I close my eyes and see him. I breathe in and smell him. I feel the sheets skimming my skin and imagine it’s his touch. I shut my brain down for a split second and hear his sexy shush. I swallow and taste his tongue in my mouth.
He’s imprinted on every part of me.Chapter 4After spending my entire Sunday moping and avoiding my mother so she couldn’t squeeze me for information, I wake on Monday determined not to waste another day. I need to get back to London. I need to be getting myself a new job. The alternative is remaining in Helston at the mercy of my regrets and my past. No. Not today.

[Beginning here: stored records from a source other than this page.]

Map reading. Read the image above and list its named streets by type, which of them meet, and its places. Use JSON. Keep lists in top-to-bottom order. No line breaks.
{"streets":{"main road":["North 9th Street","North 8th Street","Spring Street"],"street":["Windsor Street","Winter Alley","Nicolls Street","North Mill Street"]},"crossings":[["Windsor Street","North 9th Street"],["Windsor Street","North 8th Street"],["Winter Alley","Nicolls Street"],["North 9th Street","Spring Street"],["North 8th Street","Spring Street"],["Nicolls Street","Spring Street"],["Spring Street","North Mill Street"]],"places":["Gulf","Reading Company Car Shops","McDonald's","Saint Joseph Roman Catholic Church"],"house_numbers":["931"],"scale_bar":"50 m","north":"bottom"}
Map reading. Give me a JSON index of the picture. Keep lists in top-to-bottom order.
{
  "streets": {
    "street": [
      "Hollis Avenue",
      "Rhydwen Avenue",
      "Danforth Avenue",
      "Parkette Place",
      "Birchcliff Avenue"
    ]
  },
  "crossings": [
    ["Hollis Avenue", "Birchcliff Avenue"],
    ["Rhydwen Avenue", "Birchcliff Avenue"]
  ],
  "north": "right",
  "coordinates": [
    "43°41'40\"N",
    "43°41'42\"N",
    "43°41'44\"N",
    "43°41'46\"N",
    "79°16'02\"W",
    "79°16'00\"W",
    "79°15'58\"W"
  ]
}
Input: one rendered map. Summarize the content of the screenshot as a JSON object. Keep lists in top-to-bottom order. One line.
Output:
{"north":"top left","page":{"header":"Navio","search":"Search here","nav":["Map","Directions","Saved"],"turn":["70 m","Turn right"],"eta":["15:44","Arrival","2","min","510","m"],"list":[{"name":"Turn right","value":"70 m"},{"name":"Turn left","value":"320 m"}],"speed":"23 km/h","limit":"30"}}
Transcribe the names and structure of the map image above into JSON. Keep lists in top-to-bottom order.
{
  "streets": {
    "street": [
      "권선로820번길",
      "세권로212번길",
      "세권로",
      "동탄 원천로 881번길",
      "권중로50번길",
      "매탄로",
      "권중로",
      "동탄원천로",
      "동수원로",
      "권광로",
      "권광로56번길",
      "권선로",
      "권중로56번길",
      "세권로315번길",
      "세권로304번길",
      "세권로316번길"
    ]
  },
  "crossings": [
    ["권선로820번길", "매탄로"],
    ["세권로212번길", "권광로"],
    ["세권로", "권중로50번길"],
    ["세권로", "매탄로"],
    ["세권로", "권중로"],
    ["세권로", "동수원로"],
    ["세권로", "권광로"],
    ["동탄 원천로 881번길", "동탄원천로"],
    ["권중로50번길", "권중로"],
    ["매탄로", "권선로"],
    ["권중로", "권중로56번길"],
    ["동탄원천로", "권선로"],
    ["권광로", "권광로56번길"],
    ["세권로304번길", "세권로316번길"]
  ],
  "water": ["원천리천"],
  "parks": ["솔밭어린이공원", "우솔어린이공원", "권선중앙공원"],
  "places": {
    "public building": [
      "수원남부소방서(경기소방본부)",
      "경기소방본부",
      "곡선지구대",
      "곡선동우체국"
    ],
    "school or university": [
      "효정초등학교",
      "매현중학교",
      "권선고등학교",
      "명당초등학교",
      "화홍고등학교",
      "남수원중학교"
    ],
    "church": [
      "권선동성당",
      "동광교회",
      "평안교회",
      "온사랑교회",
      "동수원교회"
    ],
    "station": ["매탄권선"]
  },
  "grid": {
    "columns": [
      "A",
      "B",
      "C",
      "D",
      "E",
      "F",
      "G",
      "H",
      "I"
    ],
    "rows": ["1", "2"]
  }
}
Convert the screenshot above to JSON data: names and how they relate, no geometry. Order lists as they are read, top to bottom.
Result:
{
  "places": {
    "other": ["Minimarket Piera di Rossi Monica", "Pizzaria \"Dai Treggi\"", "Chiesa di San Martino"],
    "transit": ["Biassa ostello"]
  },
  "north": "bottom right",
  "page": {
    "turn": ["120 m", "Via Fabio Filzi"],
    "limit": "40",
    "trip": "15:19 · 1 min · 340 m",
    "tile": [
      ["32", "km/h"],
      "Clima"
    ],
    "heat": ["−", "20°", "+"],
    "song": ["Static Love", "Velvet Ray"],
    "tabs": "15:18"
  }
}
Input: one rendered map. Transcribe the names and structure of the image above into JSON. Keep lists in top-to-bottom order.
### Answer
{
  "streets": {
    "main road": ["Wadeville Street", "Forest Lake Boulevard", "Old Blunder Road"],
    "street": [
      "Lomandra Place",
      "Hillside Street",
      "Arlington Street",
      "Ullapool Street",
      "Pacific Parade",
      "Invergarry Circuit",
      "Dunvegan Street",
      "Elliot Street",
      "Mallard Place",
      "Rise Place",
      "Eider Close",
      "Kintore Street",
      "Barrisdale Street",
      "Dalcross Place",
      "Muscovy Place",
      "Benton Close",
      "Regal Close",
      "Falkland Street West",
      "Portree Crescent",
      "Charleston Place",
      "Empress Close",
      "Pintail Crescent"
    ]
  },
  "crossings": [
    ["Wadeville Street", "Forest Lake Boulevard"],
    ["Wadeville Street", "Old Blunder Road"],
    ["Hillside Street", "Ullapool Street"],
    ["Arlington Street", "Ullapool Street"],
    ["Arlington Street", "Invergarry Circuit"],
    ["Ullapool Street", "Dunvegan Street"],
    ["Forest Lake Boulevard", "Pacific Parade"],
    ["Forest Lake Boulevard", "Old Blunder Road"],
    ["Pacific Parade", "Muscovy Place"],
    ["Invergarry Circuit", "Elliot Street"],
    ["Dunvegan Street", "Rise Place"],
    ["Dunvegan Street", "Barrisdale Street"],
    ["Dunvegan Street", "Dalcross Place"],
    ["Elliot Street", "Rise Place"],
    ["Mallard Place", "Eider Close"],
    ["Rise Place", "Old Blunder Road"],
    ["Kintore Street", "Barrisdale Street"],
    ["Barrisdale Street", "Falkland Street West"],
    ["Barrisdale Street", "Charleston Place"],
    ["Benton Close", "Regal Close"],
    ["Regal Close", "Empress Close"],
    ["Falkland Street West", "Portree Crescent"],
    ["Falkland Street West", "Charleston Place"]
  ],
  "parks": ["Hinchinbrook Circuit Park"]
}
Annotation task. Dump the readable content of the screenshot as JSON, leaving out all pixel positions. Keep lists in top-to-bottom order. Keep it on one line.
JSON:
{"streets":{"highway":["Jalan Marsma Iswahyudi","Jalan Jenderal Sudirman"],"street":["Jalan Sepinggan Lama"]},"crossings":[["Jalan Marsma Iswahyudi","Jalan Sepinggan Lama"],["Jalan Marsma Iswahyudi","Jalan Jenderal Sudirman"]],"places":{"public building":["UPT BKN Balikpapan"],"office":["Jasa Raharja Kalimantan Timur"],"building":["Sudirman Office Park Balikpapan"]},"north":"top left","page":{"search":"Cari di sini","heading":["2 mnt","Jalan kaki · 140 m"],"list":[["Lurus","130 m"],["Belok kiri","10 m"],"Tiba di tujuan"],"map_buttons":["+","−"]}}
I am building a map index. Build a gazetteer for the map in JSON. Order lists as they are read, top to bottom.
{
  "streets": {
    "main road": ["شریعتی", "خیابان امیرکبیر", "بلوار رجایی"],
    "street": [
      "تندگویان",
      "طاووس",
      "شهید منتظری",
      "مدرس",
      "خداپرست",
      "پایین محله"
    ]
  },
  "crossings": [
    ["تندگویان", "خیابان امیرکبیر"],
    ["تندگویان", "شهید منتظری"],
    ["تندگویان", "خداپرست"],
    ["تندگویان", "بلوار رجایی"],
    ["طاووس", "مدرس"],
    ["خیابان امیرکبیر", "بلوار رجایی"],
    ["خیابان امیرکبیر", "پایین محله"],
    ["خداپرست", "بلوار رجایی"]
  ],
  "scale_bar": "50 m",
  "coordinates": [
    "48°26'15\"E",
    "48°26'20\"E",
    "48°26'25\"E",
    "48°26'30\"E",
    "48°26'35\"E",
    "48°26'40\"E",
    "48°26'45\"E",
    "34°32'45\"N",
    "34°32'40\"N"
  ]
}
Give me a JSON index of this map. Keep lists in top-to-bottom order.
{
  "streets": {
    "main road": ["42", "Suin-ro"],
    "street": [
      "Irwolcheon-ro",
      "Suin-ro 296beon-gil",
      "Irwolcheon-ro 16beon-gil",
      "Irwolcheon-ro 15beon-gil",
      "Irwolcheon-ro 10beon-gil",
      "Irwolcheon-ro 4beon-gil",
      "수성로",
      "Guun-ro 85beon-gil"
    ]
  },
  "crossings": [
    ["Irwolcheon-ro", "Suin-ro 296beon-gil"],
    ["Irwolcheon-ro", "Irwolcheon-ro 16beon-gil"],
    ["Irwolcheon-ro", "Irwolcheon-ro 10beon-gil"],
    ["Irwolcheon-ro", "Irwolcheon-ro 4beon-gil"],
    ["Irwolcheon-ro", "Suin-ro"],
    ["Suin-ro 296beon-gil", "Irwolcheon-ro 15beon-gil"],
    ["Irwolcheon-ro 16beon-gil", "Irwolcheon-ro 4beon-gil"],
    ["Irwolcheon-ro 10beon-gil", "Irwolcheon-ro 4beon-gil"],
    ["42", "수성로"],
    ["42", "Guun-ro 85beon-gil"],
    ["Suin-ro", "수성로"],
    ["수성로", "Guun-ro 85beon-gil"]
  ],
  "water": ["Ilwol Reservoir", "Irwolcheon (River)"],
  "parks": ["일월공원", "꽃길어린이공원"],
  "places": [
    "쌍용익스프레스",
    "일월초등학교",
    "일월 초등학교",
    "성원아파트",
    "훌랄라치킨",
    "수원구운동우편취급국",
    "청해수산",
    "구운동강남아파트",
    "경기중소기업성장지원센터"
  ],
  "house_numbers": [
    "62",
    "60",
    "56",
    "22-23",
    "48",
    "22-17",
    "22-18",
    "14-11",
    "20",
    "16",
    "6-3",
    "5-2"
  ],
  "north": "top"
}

I jump up and rummage through the chest of drawers in my room, searching for anything I can wear. I settle on some old leggings and a big jumper. After showering and dressing, I make my way downstairs, finding Mum in the kitchen making tea.
‘Sleep well?’ she asks, handing me a cup.
I hum my answer and take a sip. ‘I’m going to Dad’s store.’ I tell her, and she looks up at me. I can see the fear in her eyes – fear that I’m going to ask her to come. I smile and reach for her hand. ‘I’ve got it,’ I assure her. I know she’s avoided the shop, and I understand why. It’s the same reason I’ve avoided it myself. Yet, in order for me to move forward, I need to clear up the remnants of my past. And Mum seriously needs relieving of the financial strain. It’s time to pull my finger out.